Home August 2012 Oregon fall ballot will not include abortion measure

Oregon fall ballot will not include abortion measure

Photo illustration by Chris Phan

2nd marriage measure falls short in Washington


Although one of the two marriage-related measures of interest to the Christian community easily made November’s ballot in Washington, the other one didn’t. And in neighboring Oregon, an abortion related measure won’t be on the ballot either.

In July sponsors of both Initiative 1192 in Washington and Initiative 25 in Oregon conceded that they had failed to secure the needed signatures by that month’s deadlines to qualify the measures. Concerned Christians were the primary force behind both efforts.

Initiative 1192 sought to define marriage as solely for one man and one woman; differing slightly from Referendum 74, which seeks to repeal Washing-ton’s new same-sex marriage law. While R-74 garnered a massive 247,331 signatures by June 6, more than double the minimum 120,577 needed, I-1192 fell far short — getting only 98,539 of the needed 241,153 voter signatures needed by July 6.

Across the border, more than 70,000 Oregoni-ans signed petitions to end mandatory state funding of abortion. However, 116,284 valid signatures were needed by July 6 to qualify Initiative 25 for the ballot.

“We had momentum on our side, but we simply ran out of time,” wrote Jeff Jimerson of Albany, co-chief petitioner for Initiative 25, in an e-mail to supporters.

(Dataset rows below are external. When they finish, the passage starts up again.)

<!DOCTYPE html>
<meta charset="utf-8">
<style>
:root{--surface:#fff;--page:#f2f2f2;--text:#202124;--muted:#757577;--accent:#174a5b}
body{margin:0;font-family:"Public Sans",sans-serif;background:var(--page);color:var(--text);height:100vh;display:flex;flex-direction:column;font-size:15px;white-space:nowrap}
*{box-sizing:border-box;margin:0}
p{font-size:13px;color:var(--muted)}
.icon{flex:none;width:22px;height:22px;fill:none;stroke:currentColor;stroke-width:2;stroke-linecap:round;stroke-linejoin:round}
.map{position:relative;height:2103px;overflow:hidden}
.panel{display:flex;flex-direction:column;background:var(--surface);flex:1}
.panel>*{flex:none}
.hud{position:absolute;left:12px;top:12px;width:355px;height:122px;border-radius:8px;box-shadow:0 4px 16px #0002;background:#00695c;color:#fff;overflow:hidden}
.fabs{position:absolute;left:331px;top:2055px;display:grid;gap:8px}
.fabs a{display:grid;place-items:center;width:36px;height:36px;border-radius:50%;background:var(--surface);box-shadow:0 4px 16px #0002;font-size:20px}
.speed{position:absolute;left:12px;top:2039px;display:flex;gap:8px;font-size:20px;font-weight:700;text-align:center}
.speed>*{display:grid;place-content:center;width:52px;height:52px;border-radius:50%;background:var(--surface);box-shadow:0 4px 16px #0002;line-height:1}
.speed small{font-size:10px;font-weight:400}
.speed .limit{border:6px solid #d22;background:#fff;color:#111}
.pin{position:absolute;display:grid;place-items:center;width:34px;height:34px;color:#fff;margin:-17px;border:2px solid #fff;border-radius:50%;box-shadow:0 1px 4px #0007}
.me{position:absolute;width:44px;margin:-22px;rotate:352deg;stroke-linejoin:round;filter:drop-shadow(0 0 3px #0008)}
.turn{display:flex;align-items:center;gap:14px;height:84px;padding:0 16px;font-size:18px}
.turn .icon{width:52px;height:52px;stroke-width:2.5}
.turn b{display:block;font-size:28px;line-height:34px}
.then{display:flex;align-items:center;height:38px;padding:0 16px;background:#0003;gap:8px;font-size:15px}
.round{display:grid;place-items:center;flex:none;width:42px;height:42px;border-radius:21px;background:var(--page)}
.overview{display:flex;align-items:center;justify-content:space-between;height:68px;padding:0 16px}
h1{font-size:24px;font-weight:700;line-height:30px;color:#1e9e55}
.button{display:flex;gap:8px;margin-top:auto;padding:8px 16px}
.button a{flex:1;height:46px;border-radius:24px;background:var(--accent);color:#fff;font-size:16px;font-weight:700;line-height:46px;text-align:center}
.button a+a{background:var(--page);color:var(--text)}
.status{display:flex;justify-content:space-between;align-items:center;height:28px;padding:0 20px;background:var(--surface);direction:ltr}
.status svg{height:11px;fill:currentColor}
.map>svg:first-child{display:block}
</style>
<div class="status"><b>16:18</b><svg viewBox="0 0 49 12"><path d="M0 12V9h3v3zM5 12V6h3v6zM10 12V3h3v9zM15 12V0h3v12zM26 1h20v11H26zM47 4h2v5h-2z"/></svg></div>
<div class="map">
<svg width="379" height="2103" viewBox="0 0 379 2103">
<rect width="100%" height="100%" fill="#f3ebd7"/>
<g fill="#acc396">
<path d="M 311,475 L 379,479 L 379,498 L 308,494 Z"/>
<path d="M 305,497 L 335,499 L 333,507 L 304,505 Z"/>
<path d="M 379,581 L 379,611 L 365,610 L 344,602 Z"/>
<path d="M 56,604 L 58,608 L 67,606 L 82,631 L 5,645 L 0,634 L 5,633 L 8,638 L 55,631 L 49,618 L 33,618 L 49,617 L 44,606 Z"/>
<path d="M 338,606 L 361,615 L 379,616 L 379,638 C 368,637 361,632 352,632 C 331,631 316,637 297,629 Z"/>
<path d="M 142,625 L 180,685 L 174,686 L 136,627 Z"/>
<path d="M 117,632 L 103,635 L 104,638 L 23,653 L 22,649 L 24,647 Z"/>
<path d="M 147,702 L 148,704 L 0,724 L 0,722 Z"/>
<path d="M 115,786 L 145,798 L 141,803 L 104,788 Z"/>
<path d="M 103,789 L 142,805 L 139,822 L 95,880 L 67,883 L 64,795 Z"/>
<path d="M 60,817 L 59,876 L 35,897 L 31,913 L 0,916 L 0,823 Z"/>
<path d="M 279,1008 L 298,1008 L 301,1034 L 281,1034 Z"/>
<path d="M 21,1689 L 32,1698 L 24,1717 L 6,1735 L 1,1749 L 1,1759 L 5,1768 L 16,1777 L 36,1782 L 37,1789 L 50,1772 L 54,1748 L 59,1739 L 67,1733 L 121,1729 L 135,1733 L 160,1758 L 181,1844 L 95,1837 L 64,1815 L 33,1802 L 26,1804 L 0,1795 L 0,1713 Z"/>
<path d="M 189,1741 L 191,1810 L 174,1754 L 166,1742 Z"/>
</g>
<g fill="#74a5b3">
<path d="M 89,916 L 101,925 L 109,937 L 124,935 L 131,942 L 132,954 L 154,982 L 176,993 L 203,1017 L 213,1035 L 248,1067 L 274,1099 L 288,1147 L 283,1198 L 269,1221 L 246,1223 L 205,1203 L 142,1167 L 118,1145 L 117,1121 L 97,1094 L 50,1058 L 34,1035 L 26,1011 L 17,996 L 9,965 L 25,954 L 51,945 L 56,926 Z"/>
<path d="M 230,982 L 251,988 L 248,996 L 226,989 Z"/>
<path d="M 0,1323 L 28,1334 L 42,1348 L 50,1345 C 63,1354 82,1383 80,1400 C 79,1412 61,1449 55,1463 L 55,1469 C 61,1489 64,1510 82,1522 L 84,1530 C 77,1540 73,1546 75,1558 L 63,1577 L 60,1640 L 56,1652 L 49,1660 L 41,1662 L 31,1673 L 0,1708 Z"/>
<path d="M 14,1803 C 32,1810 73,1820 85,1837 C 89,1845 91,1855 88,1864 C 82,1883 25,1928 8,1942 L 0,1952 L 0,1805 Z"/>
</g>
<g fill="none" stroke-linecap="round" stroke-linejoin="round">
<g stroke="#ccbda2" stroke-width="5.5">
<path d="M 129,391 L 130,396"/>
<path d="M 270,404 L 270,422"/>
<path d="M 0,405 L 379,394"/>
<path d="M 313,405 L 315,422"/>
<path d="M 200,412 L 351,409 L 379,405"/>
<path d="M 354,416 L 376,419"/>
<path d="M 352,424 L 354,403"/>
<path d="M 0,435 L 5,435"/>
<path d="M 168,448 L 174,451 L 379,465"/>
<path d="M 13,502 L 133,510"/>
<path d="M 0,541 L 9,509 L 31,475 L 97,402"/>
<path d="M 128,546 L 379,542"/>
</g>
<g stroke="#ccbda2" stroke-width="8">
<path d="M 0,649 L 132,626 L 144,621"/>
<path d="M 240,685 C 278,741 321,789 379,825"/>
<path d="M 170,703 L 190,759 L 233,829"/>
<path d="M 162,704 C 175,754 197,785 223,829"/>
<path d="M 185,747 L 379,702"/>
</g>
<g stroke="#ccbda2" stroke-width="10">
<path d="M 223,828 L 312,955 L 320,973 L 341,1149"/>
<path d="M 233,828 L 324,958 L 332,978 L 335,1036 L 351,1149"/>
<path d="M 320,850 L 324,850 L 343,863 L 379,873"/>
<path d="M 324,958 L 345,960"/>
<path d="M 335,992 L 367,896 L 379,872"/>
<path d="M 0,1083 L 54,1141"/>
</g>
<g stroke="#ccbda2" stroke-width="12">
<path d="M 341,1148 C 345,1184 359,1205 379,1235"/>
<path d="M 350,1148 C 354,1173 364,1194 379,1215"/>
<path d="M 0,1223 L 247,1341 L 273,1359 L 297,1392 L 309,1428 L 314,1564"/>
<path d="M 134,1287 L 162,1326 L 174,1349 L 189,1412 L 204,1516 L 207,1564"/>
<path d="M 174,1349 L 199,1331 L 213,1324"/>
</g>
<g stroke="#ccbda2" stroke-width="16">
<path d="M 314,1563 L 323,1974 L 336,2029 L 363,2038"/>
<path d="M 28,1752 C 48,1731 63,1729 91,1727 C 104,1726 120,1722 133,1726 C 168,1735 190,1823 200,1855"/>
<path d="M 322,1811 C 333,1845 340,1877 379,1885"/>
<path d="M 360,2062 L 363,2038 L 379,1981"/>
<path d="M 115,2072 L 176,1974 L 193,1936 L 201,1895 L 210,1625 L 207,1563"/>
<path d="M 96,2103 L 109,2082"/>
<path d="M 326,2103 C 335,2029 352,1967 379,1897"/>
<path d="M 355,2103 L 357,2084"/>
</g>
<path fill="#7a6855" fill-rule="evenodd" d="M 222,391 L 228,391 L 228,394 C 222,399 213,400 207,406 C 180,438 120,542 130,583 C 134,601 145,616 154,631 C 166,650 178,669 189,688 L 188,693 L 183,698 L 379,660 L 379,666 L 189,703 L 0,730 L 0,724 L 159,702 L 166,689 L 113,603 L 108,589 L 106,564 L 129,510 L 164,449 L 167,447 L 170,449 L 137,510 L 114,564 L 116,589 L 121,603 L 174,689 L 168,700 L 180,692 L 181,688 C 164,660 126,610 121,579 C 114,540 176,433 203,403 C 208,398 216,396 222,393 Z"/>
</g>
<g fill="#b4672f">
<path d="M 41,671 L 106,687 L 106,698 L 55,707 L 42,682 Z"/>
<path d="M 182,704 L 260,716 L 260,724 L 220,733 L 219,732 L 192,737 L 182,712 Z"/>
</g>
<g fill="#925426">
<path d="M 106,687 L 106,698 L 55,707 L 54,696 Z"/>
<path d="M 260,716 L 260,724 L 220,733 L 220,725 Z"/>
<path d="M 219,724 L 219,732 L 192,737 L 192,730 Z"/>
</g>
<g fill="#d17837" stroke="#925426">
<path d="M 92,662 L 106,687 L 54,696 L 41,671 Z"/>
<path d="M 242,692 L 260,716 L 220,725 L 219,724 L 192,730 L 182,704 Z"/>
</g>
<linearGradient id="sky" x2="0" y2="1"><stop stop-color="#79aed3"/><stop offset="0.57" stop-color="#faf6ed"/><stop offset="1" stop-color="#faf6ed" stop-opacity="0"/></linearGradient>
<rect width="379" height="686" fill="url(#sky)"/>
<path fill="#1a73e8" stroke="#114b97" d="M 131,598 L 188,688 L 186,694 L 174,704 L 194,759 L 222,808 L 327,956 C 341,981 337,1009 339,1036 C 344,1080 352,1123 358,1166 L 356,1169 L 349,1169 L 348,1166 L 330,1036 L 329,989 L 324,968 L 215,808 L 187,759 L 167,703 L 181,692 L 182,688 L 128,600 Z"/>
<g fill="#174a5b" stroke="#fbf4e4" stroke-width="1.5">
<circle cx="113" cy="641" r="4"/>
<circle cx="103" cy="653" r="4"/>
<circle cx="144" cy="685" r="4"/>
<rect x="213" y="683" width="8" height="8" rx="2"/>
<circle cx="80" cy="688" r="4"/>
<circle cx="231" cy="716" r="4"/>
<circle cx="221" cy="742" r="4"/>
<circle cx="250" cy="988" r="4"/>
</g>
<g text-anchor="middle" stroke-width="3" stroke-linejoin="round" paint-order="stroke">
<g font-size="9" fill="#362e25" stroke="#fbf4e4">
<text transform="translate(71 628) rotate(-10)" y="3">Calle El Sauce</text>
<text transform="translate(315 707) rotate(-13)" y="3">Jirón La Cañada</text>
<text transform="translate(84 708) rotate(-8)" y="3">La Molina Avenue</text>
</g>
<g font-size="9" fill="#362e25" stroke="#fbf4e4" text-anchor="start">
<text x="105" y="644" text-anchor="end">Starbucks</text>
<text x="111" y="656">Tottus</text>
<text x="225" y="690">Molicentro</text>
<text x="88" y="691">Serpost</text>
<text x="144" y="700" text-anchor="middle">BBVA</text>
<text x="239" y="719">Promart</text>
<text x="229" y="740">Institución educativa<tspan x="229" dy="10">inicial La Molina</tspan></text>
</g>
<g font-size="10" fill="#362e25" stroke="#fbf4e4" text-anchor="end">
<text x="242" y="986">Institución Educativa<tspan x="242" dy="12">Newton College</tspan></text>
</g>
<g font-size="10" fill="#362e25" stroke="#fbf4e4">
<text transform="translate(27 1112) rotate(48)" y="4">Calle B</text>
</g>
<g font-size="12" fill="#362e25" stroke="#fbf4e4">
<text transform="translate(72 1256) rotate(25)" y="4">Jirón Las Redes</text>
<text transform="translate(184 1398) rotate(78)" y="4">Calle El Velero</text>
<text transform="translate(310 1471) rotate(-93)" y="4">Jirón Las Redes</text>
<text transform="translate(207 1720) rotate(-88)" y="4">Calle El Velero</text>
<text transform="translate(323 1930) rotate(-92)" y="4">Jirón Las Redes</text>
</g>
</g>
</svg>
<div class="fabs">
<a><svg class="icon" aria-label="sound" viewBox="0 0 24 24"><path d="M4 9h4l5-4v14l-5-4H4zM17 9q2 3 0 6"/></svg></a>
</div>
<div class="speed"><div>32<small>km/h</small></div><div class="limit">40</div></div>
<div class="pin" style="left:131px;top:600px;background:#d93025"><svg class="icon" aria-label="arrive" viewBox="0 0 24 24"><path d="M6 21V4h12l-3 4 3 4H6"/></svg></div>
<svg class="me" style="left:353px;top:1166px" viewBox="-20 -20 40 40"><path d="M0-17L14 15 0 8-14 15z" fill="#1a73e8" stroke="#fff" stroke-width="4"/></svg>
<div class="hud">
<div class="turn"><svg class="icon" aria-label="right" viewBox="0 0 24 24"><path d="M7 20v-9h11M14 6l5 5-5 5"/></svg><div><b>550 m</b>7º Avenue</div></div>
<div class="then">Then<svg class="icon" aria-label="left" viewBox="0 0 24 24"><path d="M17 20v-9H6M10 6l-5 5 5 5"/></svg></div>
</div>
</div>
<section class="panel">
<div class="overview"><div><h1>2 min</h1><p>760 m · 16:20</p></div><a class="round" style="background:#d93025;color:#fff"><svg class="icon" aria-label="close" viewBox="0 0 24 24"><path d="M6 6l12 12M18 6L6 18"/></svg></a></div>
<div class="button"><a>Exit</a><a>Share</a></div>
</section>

“However, not qualifying for the ballot this year doesn’t mean we have failed. It means we’re making progress. It means we have come a long way in just two short years — starting from scratch with no experience, no infrastructure, no money, and virtually no support from outside organizations.”

Jimerson pledged that the drive will be attempted again — most likely in 2014.

“As I was recently reminded, big changes often require multiple attempts,” Jimerson wrote. “So let’s not give up or lose heart. We’ll regroup. And we will try again.. Be encouraged that even greater things are yet to come.”

As for Initiative 1192, Stephen Pidgeon of Everett, Wash., sponsor of the initiative and a current candidate for state attorney general, told The Olympian newspaper that part of his group’s lack of success was attributable to some leaders in the R-74 petition effort. He said they were attacking I-1192 because they felt the initiative ultimately would be overturned in federal courts.

After the failure of the I-1192 effort, the Seattle Times editorially praised Washington residents for not backing the campaign, which the newspaper termed “a complete and utter flop.” The Times also called for voters this fall to vote yes on R-74, which would reject a repeal of the gay-marriage law.

“Legal recognition of gay marriages does not impugn or threaten heterosexual marriage in any way,” the newspaper proclaimed.

Gary Randall of the Faith & Freedom Network and Foundation, which helped secure about 60,000 of the signatures for I-1192, wrote on his blog last month that he had received “maybe well over a thousand e-mails and comments” during the petition drive that affirmed Pidgeon’s comments about the reasons behind the failure.

“A spirit of diviseness has followed the effort to defend marriage,” Randall wrote. “And it is heartbreaking for some of us who focused solely on preserving marriage, not on who was leading and the personalities involved.”

Randall said thousands of people across the state who want to see traditional marriage preserved are troubled by such divisions, but also concerned that R-74 “is a one-shot deal” that “has no longevity.”

Even if R-74 succeeds in nullifying the same-sex marriage law, liberal state legislators have promised they would come back immediately with a new bill to redefine marriage — and do so repeatedly, if necessary.

Nevertheless, Randall said it is time for all those who seek to preserve traditional marriage to put aside their frustration and differences and work hard to see the same-sex marriage law overturned in November’s vote.

“Marriage is worth it,” he wrote. “It is bigger than all of this. It is God’s model — the universal social model of one man and one woman. It is worth standing for, regardless of what others may or may not do and say. And regardless of who may get the credit if we are successful.”